The widening of MLK Drive will have significant effects on the City and our Golden Gate Park. It will. There is no denying it and the press needs to address this in a factual way. There is plenty of valid evidence available if they only do some investigative work to get it and report on it. The MCCP have not revealed nor publicized any of the effects but instead just go for the basic validation process in order to circumvent addressing the issues directly. They purposefully hired a very well known PR firm to make sure they stay under the radar. Why prepare for fallout in public opinion unless there is something to either protect or keep secret from the public?

MCCP has a 35 year ground lease that allows for a slew of squirrely processes that circumvent City policy and were not voted on by the taxpayers and owners of the park, the people of the City & County of San Francisco. The voters never approved that park land should be leased. The City charter provides that only the voters can allow the sale or lease of park land. Prop J did not do that. Instead, it allows for the GGPCA to "locate, acquire, design, construct, reconstruct, operate, use, lease, maintain and repair an underground public parking facility". There is no mention of leasing the land. Only the facility. And it is my opinion that where it says "lease", it means to "lease from", not "lease to".

Prop J, the park garage project, should never have been put on the ballot. It is too complicated and complex for the ordinary voter to understand plus the PR campaign to sell it to the public was widely skewed that the results so far looks like nothing we thought we were voting on anyway.

Rob, you should be thankful for lawyers like Thomas Lippe and Stephan Volker to stay with this so long without any pay. (Yes, there are lawyers that really are worth it!)

I would think they gotta eat, too, Rob, huh?
C'mon, your shallow missives just try to divert the focus of how the City is being shafted plus WE are gonna have to foot the bills on 35 years of bonds that were never voted for. All this construction and development was specifically to be paid for by philanthropic fundraising NOT BONDS. "The underground parking facility shall be constructed entirely with funds received through one or more philanthropic donations."

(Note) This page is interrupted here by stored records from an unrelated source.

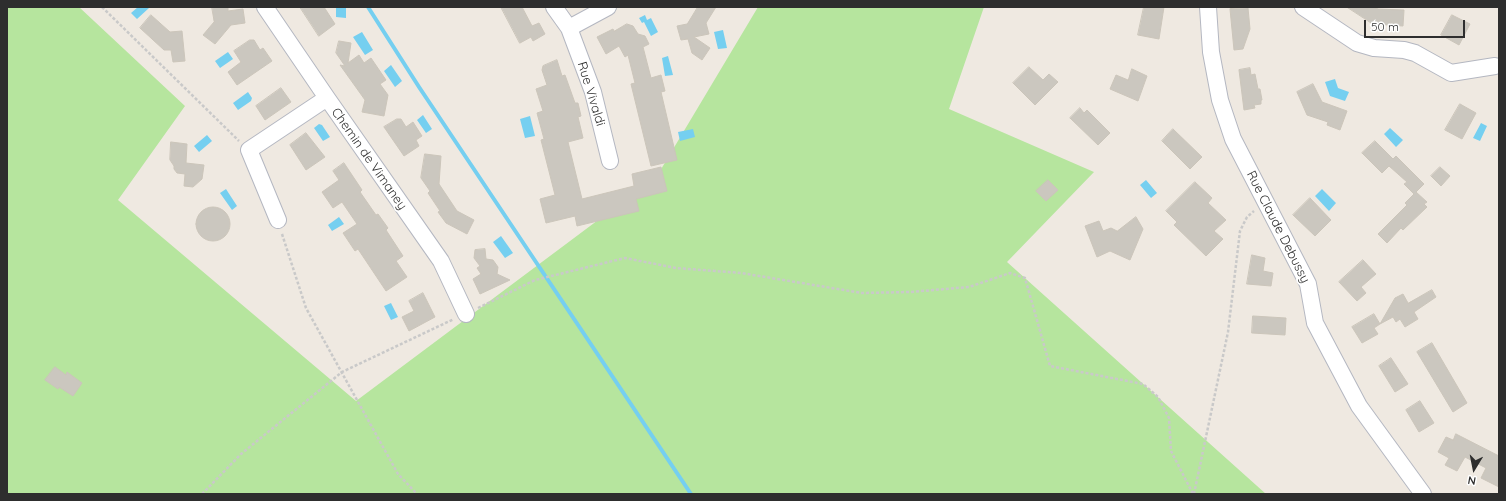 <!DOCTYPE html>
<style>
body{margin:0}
#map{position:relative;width:1506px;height:501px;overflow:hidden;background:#efe9e1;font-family:Quicksand,sans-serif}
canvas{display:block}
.frame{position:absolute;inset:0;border:8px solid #2e2e2e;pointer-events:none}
.north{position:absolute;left:1454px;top:449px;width:40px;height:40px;-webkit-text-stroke:3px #fff;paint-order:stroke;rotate:190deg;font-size:11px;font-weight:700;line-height:16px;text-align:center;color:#2e2e2e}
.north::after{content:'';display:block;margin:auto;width:14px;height:18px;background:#2e2e2e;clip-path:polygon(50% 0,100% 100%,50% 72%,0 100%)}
.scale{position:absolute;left:1364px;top:20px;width:101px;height:18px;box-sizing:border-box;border:2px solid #2e2e2e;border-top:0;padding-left:5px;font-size:12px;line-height:14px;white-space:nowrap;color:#2e2e2e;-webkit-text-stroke:3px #fff;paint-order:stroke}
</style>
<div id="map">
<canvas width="1506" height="501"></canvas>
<div class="frame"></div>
<div class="north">N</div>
<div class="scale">50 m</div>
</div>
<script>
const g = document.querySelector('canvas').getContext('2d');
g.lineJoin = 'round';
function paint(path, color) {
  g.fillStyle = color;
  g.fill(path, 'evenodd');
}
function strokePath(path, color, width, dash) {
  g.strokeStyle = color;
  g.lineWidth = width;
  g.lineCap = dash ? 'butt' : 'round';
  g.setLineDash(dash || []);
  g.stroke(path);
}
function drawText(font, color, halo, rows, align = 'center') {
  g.font = font + ' Quicksand,sans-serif';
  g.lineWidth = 3.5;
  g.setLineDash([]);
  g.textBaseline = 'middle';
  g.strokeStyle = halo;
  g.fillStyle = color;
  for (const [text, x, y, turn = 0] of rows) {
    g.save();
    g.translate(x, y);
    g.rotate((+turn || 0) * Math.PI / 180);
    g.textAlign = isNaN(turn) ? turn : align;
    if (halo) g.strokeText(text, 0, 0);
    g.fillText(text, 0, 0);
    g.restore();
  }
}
const green = new Path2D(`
 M7,7H79L185,106L118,200L356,401L657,176L758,7H984L949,109L1094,172L1007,262L1266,494H7Z`);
const water = new Path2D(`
 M138,7L149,8L137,19L131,13Z
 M336,7H346V18L336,17Z
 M645,15L647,20L651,18L658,32L651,36L644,22L642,23L639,18Z
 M723,30L727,48L718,49L714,32Z
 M362,32L373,50L365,55L353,37Z
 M228,52L233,59L220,68L215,61Z
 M668,56L673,75L665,76L662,58Z
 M391,65L402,81L395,87L384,71Z
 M1335,79L1338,88L1349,92L1345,101L1330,96L1325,82Z
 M248,92L252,98L251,101L238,110L233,103Z
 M423,115L432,129L426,133L417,120Z
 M530,116L535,136L525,138L520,119Z
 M1481,123L1487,126L1480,141L1473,138Z
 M319,124L322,125L330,137L323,141L314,128Z
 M1390,128L1403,140L1396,147L1384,134Z
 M693,129L695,137L680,141L678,132Z
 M207,135L212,141L199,152L194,146Z
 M1146,180L1157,193L1151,198L1140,185Z
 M226,189L237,206L232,210L220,193Z
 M1322,189L1336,203L1329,211L1315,196Z
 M339,217L344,224L332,231L328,225Z
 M501,236L513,253L505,258L493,242Z
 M391,303L398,317L391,320L384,306Z`);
const stream = new Path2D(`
 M368,7L419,87L691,494`);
const building = new Path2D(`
 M212,7H228V11L243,9L245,23L231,25L215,44L203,35L214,22Z
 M300,7H324L335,24L319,36Z
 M501,7H522L532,26L539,23L545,34L533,41L531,37L520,43Z
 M698,7H716L706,23L709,34L694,37L710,48L702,60L692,53L688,39L681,40L677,26L687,24Z
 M1144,7H1164L1159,39L1138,35Z
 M1347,7H1374L1378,9L1404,10L1403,26L1373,24Z
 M1248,8L1250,29L1243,49L1234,50L1230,9Z
 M151,15L170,32L182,31L185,61L173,62L171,50H164L140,28Z
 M1452,15L1470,24L1459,45L1441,35Z
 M627,24L633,26L638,34L645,36L649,44L643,47L651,78L661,75L665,91L661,92L677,160L651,166L631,84L635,83L628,55L625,57L619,46L606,54L597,37L613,29L614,31Z
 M250,40H254L260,50L263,48L272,61L237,85L228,72L241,62L234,51Z
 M339,41L351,43L348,63L359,55L364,63L371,58L386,80L380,84L388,95L384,116L362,112L365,100L340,65L345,66L336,53Z
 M557,60L562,76L565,75L575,103H578L581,116L578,117L583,138L568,142L582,199L634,186L632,174L661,167L667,191L636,199L639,211L577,226L575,216L546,223L540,199L555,195L541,140L544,139L537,113L543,111L536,89L547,85L542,70L543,66Z
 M1029,67L1043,80L1049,74L1058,82L1035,105L1013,83Z
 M1250,68L1251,75L1255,74L1258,89H1260L1262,100H1261V104L1254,105L1255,108L1244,110L1239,70Z
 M1132,69L1147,76L1138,101L1110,89L1116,75L1128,80Z
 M1313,84L1322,102L1347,111L1340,130L1327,125L1328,122L1307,115L1297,92Z
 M281,88L291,102L265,120L256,106Z
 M1460,104L1476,113L1462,139L1445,130Z
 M1080,108L1084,113L1087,110L1110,133L1098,145L1070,118Z
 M397,119H401L406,127L413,122L422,136L416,140L419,146L404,156L384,127Z
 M1173,129L1202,157L1190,169L1162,141Z
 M306,133L325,157L306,170L290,145Z
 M1375,141L1393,159L1396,156L1424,184L1416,192L1427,202L1424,204L1427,207L1403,230L1401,228L1387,243L1378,234L1407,205L1405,203L1414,194L1404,184L1407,182L1389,166L1382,173L1362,153Z
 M171,142L187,144L186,163L204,165L202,179L193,187L184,186L185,174L177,173L174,169V166L170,160Z
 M425,154L441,156L439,184L457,211L474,220L467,234L446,223L438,212L440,211L428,193L430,191L421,178Z
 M344,163L362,190L360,192L376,215L378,214L388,228L386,230L403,256L396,261L407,277L386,291L358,249L355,251L343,233L357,224L342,202L333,208L322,192L339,180L333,171Z
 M1440,167L1450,176L1441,186L1431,176Z
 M1048,180L1058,190L1046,201L1036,191Z
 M1195,182L1212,198L1208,203L1226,220L1214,231L1223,239L1206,256L1174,225L1177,222L1166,211Z
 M1310,198L1331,220L1315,236L1293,215Z
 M196 224a17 17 0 1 1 34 0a17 17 0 1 1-34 0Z
 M1136,217L1143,229L1130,260L1110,251L1097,257L1085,226L1099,221L1103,231L1111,228L1117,231Z
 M485,249L486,259L493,260L498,267L497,274L510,280L480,294L473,279L481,274L477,268L480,266L474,258L475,250Z
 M1252,255L1265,258L1263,271L1273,273L1271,286L1247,284Z
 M1363,260L1376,274L1361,287L1366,293L1357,301L1339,282Z
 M1432,290L1436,297L1414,312L1418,319L1405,327L1400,319L1396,322L1393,317L1380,324L1395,298L1403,294L1408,303Z
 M423,293L435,317L409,331L402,317L414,311L409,301Z
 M1374,314L1380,324L1374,328L1378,334L1362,343L1352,327Z
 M1253,316L1286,318L1285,335L1252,333Z
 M1432,343L1467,403L1453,412L1417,352Z
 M1391,358L1408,384L1395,392L1379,366Z
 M55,367L66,375L67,372L82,383L73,396L59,387L58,389L45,380Z
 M1420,401L1434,423L1419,432L1406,410Z
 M1456,434L1499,456V487L1481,478L1486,468L1465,457L1457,471L1445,465L1449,458L1438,452L1446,437L1453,440Z`);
const path = new Path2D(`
 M102,7L239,141
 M282,234L306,308L398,474L417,494
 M478,308L535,280L625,258L676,268L741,273L862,293L910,292L969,287L1010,273L1025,278L1050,366L1143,384L1158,397L1169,418L1171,451L1193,494
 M202,494L241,454L342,372L454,319
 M1194,494L1228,332L1240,231L1247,217L1254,211`);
const minor = new Path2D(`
 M265,7L327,98L441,261L466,314
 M554,7L569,28L593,92L610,161
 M1208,7L1211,52L1220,100L1233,139L1308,284L1315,323L1359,406L1423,494
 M1303,7L1357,43L1374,48L1404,50L1415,53L1451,73L1495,66
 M569,28L608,7
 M278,220L249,150L327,98`);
const streetNames = [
 ["Rue Vivaldi",591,94,73],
 ["Chemin de Vimaney",369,159,55],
 ["Rue Claude Debussy",1278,227,63]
];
paint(green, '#b6e59e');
paint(water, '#75cff0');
strokePath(stream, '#75cff0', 4);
paint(building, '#cbc7bf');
strokePath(building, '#cbc5ba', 1);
strokePath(minor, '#b4b7c1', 18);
strokePath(path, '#c9c9c9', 2.5, [3, 2]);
strokePath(minor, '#fff', 16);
drawText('13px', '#2e2e2e', '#fff', streetNames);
</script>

There is NO MENTION OF BONDS. That was the beauty of the whole thing and why so many of us voted for it as it wouldn't cost us a dime.
Read Prop J .

Keep it real, Rob, and maybe more than 346 folks will really take some stock in your opinions.

Bruce Wolfe

Francis Somsel's Response to Wolfe
From: Francis Somsel
Date: Tue, 25 Jan 2005 12:12:27 -0700
To: home@prosf.org
Subject: Re: Attorney for Kathy Roberts Goes for the Big Bucks

Mr. Wolfe,
Are you suggesting that if I file a lawsuit against someone that I view is in the interest of the public, I can have my lawyer bill the city? What is to stop the lawyers from any company dealing with city from doing the same thing? Without passing judgement on the merits of Kathy Roberts lawsuit, I find the idea that people can be rewarded with tax payer dollars for obstructing voter approved projects a very dangerous precedent to set. Nowhere do you provide any compelling evidence as to why the tax payers in San Francisco should pay Kathy Robert's lawyers to stop a project that was approved by the voters and subsequently ordered fast tracked by a judge. We do, after all, employ an army of lawyers already that all work for Mr. Herrera.

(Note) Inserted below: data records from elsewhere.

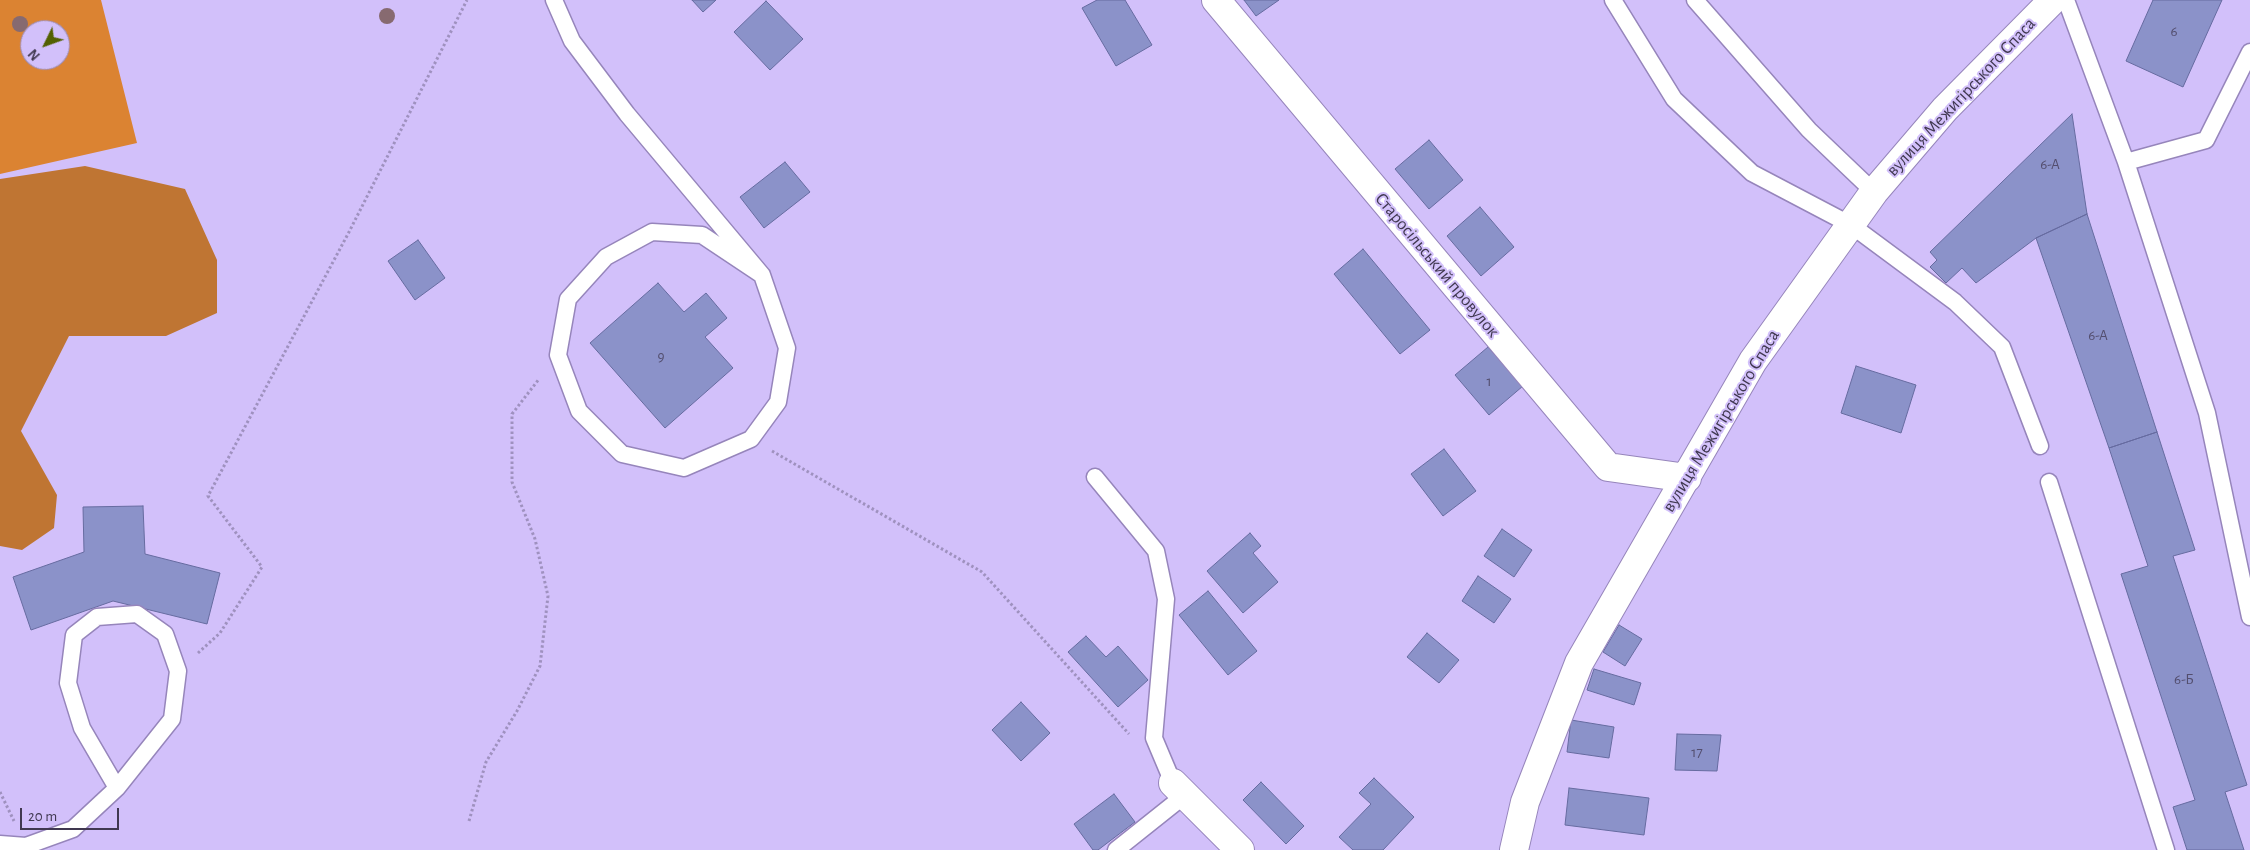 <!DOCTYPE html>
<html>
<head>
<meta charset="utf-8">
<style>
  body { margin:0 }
  #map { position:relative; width:2250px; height:850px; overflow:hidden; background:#d2c0fa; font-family:"Alegreya Sans",sans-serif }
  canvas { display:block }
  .north { position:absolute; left:20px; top:20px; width:50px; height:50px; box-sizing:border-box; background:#d2c0fa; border:1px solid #988ab6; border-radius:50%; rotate:228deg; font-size:14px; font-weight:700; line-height:20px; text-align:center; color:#403850 }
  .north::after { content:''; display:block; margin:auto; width:18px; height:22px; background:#536001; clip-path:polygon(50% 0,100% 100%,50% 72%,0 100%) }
  .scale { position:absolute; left:20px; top:808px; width:99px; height:22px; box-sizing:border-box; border:2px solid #403850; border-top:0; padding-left:6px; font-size:15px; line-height:18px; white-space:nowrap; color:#403850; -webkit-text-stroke:4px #d2c0fa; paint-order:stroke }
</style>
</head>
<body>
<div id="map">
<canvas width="2250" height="850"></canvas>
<div class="north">N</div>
<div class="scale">20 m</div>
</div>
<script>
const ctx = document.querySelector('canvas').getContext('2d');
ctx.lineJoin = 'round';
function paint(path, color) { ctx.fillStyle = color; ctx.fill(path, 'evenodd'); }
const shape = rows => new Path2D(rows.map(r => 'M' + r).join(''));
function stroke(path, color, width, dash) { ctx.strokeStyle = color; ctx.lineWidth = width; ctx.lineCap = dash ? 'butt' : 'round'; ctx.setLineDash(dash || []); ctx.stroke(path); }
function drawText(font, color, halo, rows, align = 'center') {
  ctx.font = font + ' "Alegreya Sans",sans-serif'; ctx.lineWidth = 4; ctx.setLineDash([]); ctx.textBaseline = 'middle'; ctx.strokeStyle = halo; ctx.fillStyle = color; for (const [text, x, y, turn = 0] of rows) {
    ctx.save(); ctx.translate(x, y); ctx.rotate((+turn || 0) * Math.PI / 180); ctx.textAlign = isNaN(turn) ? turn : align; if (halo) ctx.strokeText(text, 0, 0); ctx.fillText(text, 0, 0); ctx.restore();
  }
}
paint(shape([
  [0,0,101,0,137,143,0,174],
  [30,30,60,30,60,60,30,60]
]), '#db8332');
paint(shape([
  [85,166,185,189,217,260,217,313,166,336,69,336,21,431,57,495,54,528,22,550,0,546,0,179]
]), '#bf7533');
const building = shape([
  [692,0,716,0,703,12,692,0],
  [1097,0,1125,0,1152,45,1116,66,1082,8,1097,0],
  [1244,0,1279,0,1256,16,1244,0],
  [2153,0,2222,0,2183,87,2126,61,2153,0],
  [766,1,803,39,770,70,734,32,766,1],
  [2072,114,2087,214,2036,238,1976,283,1962,268,1946,283,1930,267,1937,260,1930,252,2072,114],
  [1429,140,1463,180,1429,209,1395,169,1429,140],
  [785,162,810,192,764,228,740,197,785,162],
  [1480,207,1514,247,1481,276,1447,236,1480,207],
  [2087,214,2157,432,2109,448,2036,238,2087,214],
  [418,240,445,278,415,300,388,261,418,240],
  [1363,249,1430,330,1400,354,1334,274,1363,249],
  [658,283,684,312,706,293,727,318,705,337,733,368,665,428,590,343,658,283],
  [1488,347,1523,386,1489,415,1455,375,1488,347],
  [1856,366,1916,385,1901,433,1841,413,1856,366],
  [2157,432,2195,550,2173,556,2247,785,2225,792,2244,850,2187,850,2173,807,2195,800,2121,574,2148,566,2109,448,2157,432],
  [1444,449,1476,491,1443,516,1411,474,1444,449],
  [143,506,145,554,220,573,207,624,113,601,31,630,13,577,84,552,83,507,143,506],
  [1502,529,1532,550,1514,577,1484,556,1502,529],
  [1250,533,1261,546,1253,553,1278,582,1243,613,1207,571,1250,533],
  [1478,576,1511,599,1494,623,1462,601,1478,576],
  [1208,591,1257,651,1228,675,1179,615,1208,591],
  [1619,625,1642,639,1625,666,1603,652,1619,625],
  [1427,633,1459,660,1439,683,1407,657,1427,633],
  [1086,636,1106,657,1118,646,1148,680,1118,707,1068,652,1086,636],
  [1594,669,1641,683,1634,705,1587,690,1594,669],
  [1021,702,1050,733,1021,761,992,730,1021,702],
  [1571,720,1614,727,1609,758,1567,752,1571,720],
  [1677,734,1721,735,1717,771,1675,770,1677,734],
  [1374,778,1414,817,1383,850,1353,850,1339,837,1371,804,1359,793,1374,778],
  [1261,782,1304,826,1286,844,1243,800,1261,782],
  [1569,788,1649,798,1644,835,1565,825,1569,788],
  [1114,794,1135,822,1098,850,1093,850,1074,824,1114,794]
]);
paint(building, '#8b92c9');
stroke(building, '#666ba0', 1);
const lane = shape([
  [554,0,572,41,627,114,762,275,787,348,778,402,751,439,684,468,622,454,579,411,558,355,568,299,606,257,652,232,702,235,762,275],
  [1613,0,1674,99,1752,173,1851,225,1955,302,2002,347,2040,446],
  [1695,0,1809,130,1874,192],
  [2066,0,2126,162,2207,413,2250,617],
  [2126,162,2206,140,2250,52],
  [1095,477,1156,551,1166,599,1154,738,1173,783],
  [2049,482,2166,850],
  [0,844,26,846,73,829,117,788,172,719,178,671,165,634,137,614,97,617,74,635,68,683,82,728,117,788],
  [1116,850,1185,795]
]);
const street = shape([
  [1216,0,1608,467,1687,478],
  [1173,783,1240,850],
  [1514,850,1525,802,1579,663,1753,361,1874,192,1945,109,2053,0]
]);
stroke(lane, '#9685bb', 19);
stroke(street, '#9685bb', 30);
stroke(shape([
  [772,451,982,572,1129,734],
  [198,653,220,633,262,567,208,496,349,232,467,0],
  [0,792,14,821],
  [469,821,486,762,517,711,540,666,548,596,535,539,512,482,512,414,539,379]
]), '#9f91bf', 3, [2.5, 2.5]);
stroke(lane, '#fff', 16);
stroke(street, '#fff', 28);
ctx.fillStyle = '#876a70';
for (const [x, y] of [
  [387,16],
  [20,24]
]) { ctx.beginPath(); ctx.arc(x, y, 8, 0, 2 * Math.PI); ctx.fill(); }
drawText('15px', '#534e6e', null, [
  ["6",2174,31],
  ["6-А",2050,164],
  ["6-А",2098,335],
  ["9",661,356],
  ["1",1489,381],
  ["6-Б",2184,679],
  ["17",1697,752]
]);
drawText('18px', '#403850', '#d2c0fa', [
  ["вулиця Межигірського Спаса",1961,97,-47],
  ["Старосільський провулок",1437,265,50],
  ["вулиця Межигірського Спаса",1721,421,-59]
]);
</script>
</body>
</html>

Why do we need to also pay Mr. Volker and Mr. Lippe who were retained by a private citizen without consultation with the city? You mention the SF Bike Coalition, the Sierra Club and the Green Party---why don't they pay for the lawyers? Is the city responsible for the legal fees of all the special interest groups and pressure groups? Should the city pick up the tab for the lawyers of special interest groups trying to stop sex-ed in SF? After all, they can argue that it is in the "public interest." What about lawyers working on behalf of "neighborhood schools?" If we pay for Kathy Roberts lawyers, surely we should be expected to pay for their lawyers. Don't stick the rest of us with the bill for your crusade.